Methods: At our dialysis centre, the vascular access strategy is to create an arteriovenous fistula (AVF) early and use the AVF to initiate HD. In emergency situations, HD is initiated with a CVC and subsequent conversion from a CVC to an AVF as soon as possible. The effects of early AVF conversion on hospitalization and mortality were analysed.

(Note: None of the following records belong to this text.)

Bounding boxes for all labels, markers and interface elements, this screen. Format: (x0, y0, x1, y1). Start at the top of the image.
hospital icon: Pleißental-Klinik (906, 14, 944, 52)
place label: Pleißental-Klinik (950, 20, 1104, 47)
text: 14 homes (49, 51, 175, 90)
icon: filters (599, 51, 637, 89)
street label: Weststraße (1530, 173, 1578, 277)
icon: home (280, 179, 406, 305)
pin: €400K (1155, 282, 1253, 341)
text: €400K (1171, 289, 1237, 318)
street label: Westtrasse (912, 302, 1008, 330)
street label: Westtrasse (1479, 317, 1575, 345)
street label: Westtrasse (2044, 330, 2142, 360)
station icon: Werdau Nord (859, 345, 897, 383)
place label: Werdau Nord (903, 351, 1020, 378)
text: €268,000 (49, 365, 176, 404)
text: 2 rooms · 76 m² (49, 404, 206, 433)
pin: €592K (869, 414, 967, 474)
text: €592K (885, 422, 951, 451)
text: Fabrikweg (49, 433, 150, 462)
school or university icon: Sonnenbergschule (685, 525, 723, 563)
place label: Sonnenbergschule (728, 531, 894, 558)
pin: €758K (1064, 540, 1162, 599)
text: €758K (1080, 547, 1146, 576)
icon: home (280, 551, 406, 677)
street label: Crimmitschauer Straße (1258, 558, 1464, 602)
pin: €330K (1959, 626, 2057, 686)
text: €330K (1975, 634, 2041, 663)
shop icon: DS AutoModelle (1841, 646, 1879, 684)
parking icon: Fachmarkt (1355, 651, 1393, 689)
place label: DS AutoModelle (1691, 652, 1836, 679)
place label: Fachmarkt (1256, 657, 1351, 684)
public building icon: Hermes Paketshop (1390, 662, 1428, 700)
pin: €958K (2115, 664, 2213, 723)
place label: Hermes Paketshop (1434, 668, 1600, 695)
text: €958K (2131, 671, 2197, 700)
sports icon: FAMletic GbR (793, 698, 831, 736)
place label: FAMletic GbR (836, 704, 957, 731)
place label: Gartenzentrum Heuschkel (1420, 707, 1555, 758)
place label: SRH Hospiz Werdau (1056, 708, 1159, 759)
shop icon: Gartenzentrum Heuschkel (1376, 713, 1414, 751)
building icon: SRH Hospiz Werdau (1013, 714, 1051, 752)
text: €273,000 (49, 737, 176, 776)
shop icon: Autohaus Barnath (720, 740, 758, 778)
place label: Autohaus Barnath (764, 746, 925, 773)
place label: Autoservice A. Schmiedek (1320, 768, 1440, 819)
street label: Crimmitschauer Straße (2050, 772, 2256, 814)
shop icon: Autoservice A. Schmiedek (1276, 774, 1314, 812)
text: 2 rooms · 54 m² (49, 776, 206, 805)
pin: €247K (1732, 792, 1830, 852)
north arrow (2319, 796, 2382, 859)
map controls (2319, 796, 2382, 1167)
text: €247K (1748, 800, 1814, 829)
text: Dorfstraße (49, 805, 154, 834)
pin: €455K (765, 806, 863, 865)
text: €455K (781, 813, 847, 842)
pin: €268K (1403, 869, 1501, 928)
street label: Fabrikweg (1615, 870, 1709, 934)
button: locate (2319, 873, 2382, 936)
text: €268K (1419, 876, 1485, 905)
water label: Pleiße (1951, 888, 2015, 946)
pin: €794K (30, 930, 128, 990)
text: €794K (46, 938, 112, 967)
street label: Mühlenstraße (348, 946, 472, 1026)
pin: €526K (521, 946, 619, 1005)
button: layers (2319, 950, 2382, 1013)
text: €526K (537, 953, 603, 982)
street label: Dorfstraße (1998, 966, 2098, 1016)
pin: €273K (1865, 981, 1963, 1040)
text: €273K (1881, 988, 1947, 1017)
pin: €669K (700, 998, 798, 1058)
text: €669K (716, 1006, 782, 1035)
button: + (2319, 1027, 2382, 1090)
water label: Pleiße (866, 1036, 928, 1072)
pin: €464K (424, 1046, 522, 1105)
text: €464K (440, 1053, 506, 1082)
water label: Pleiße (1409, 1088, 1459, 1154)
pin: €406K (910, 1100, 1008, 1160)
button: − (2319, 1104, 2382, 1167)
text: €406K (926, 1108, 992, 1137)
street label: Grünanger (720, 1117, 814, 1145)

Results: At HD initiation, 35.42% used AVF, 15.63% used CVC with immature AVF and 48.96% used CVC, and all patients were able to convert from CVC to AVF within approximately 3 months. Compared to starting HD using an AVF, using a CVC was associated with access-related hospitalizations at 2 years, regardless of whether an AVF was created before (incidence rate ratio (IRR) = 3.02, 95% CI 0.89-10.24, p = 0.03) or after (IRR = 4.10, 95% CI 1.55-10.85, p < 0.01) HD initiation. The Kaplan-Meier method showed that the 2-year survival probability was not statistically significant between the three groups (log-rank χ2 = 0.165, p = 0.921). Multivariate Cox proportional hazards regression showed that starting HD with a CVC was not associated with mortality at 2 years (p > 0.05).
Conclusion: In this cohort, initiating HD with a CVC was associated with more access-related hospitalizations. Under the impact of an early AVF conversion strategy, despite initiating HD with a CVC, subsequent conversion from a CVC to an AVF within approximately 3 months had no impact on all-cause mortality in incident HD patients.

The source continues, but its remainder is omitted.